> _ASSIGNED TASK_
When a line of the material has the word "picture" in it, copy that line.

> _THE INPUT_
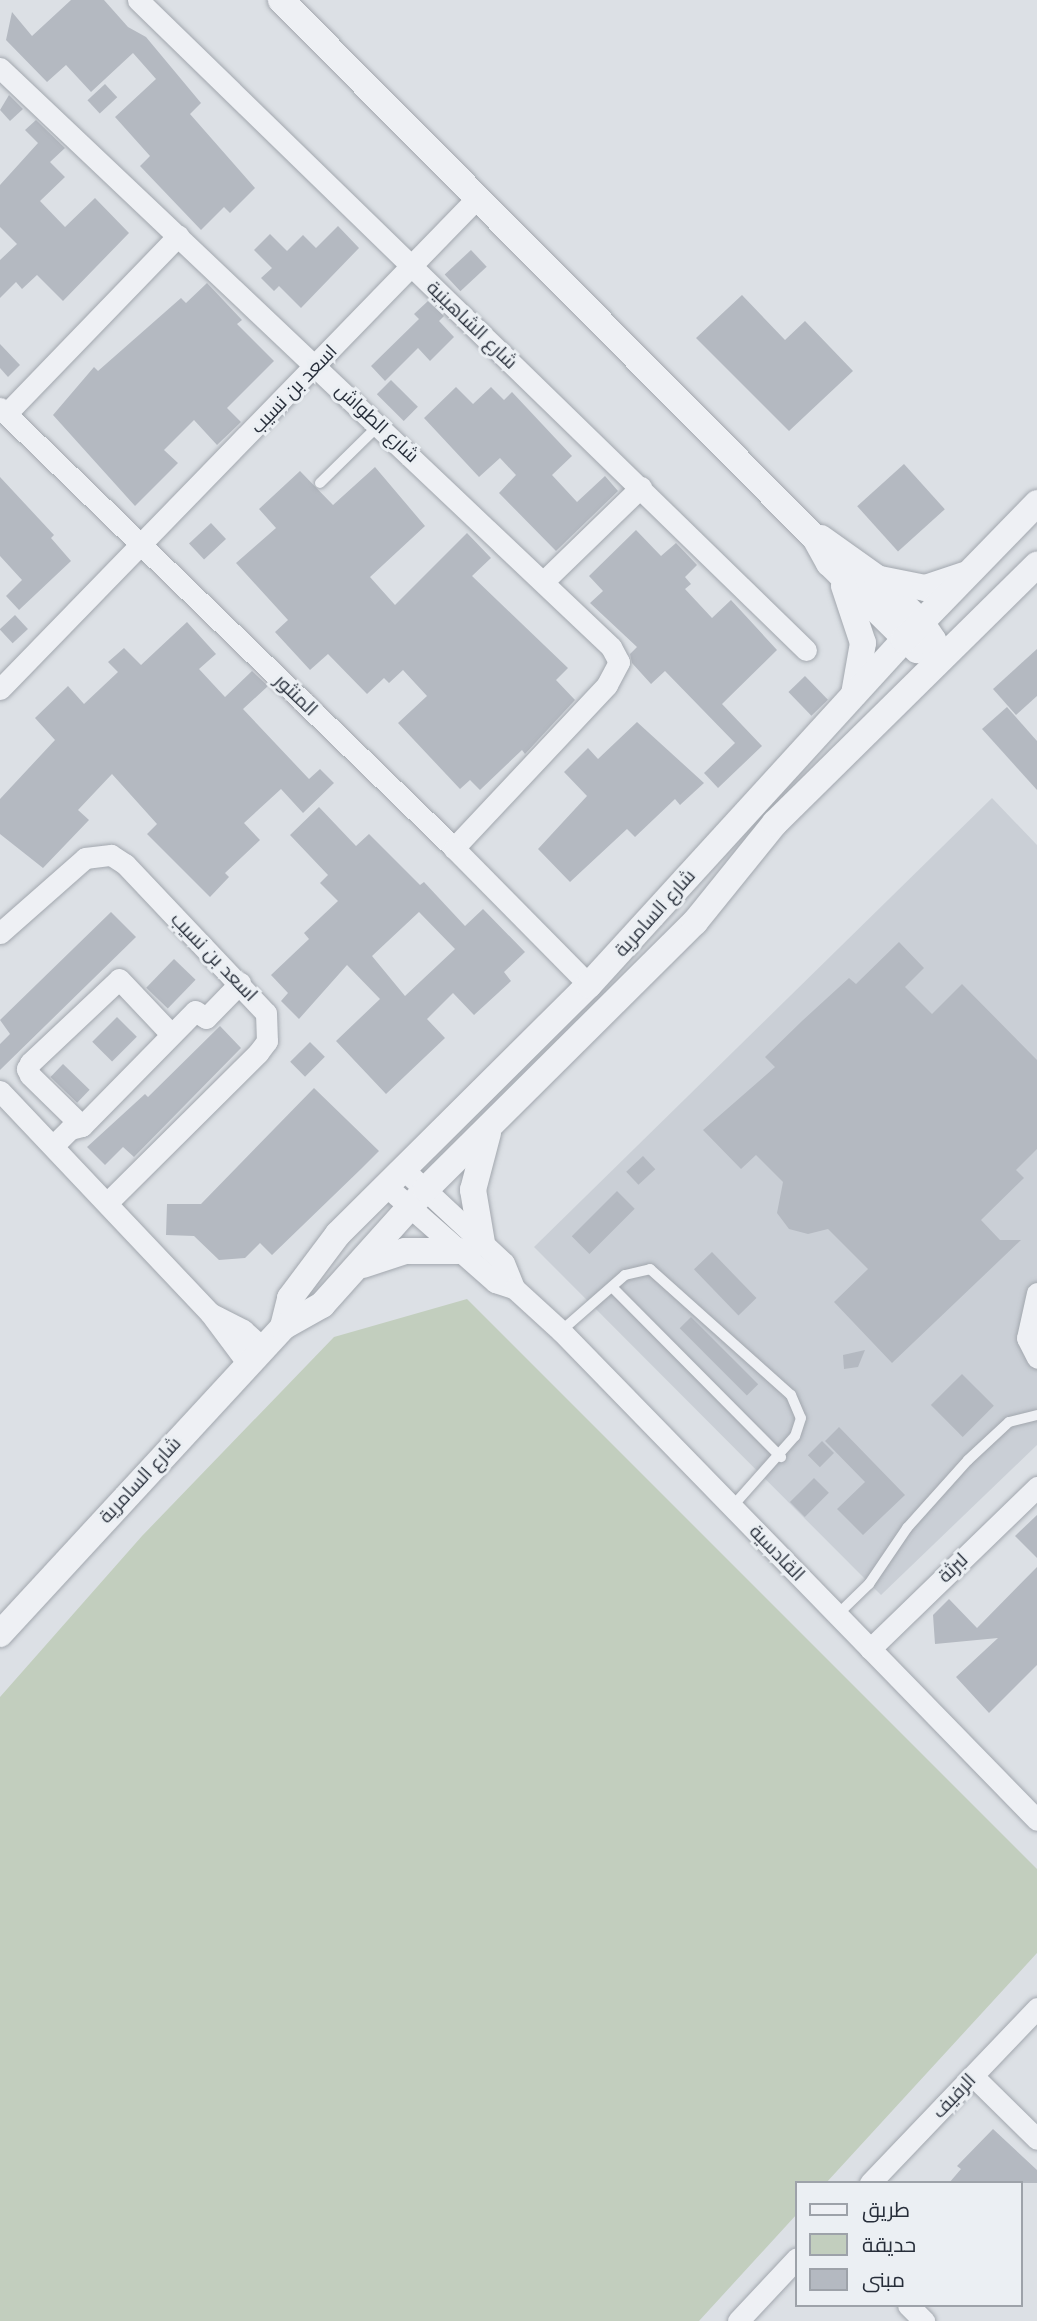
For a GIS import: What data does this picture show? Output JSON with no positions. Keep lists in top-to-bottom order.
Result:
{
  "streets": {
    "street": [
      "شارع الشاهينية",
      "اسعد بن نسيب",
      "شارع الطواش",
      "المنثور",
      "شارع السامرية",
      "القادسية",
      "لبرثة",
      "الرفيف"
    ]
  },
  "crossings": [
    ["شارع الشاهينية", "اسعد بن نسيب"],
    ["اسعد بن نسيب", "شارع الطواش"],
    ["اسعد بن نسيب", "المنثور"],
    ["شارع الطواش", "المنثور"],
    ["المنثور", "شارع السامرية"],
    ["شارع السامرية", "القادسية"],
    ["القادسية", "لبرثة"]
  ],
  "legend": ["طريق", "حديقة", "مبنى"]
}
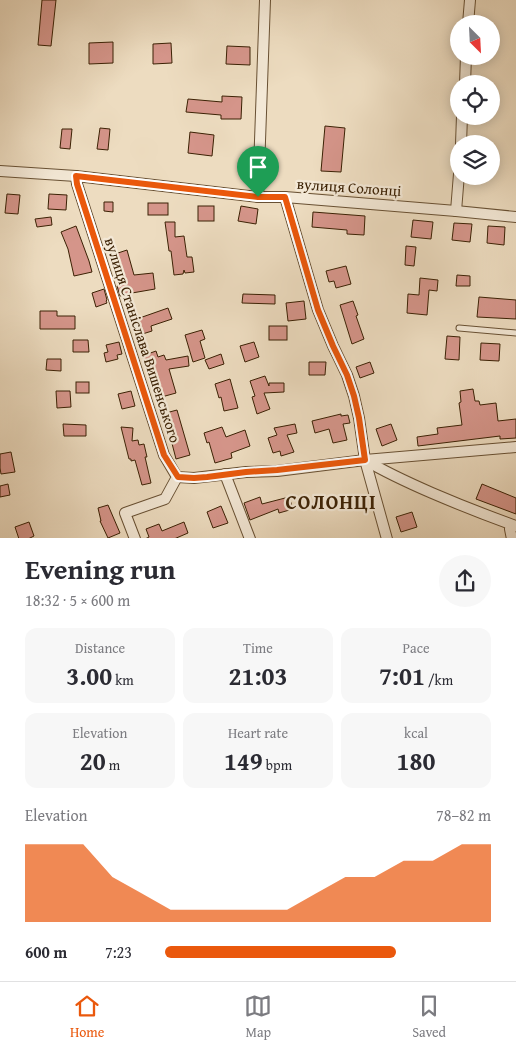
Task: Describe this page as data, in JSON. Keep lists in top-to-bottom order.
{
  "streets": {
    "street": ["вулиця Солонці", "вулиця Станіслава Вишенського"]
  },
  "crossings": [
    ["вулиця Солонці", "вулиця Станіслава Вишенського"]
  ],
  "districts": ["СОЛОНЦІ"],
  "north": "bottom right",
  "page": {
    "heading": ["Evening run", "18:32 · 5 × 600 m"],
    "stats": [
      ["Distance", "3.00 km"],
      ["Time", "21:03"],
      ["Pace", "7:01 /km"],
      ["Elevation", "20 m"],
      ["Heart rate", "149 bpm"],
      ["kcal", "180"]
    ],
    "chart": ["Elevation", "78–82 m"],
    "list": [
      {
        "name": "600 m",
        "note": "7:23"
      }
    ],
    "tabs": ["Home", "Map", "Saved"]
  }
}
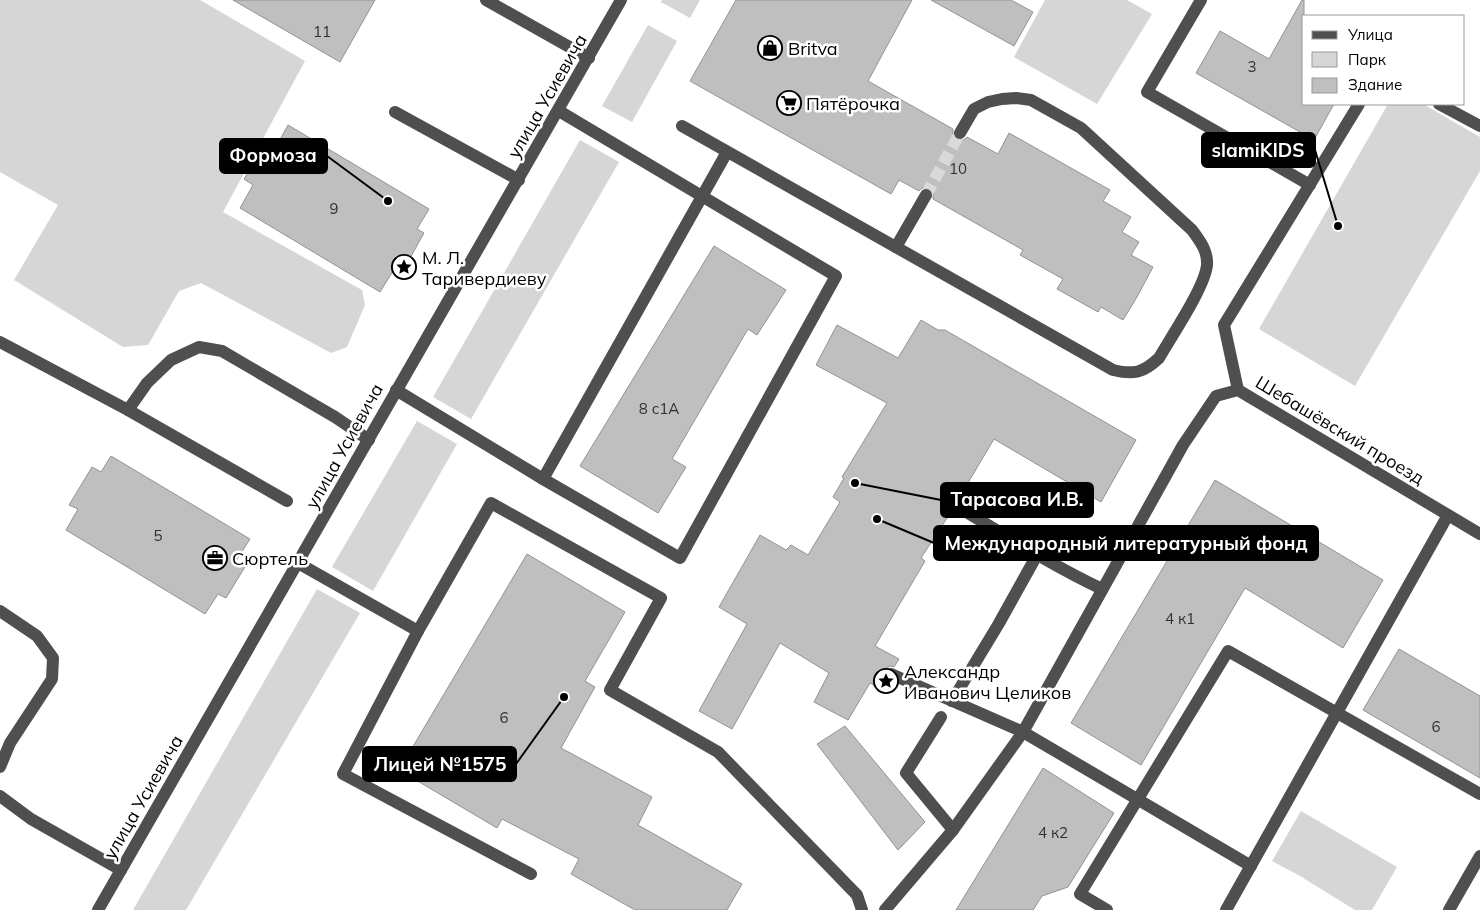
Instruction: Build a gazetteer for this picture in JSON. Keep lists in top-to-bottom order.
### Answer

> _ANSWER TO THIS EXERCISE_
For a GIS import: What data does this picture show? Output JSON with no positions. Keep lists in top-to-bottom order.
Instruction: Build a gazetteer for this picture in JSON. Keep lists in top-to-bottom order.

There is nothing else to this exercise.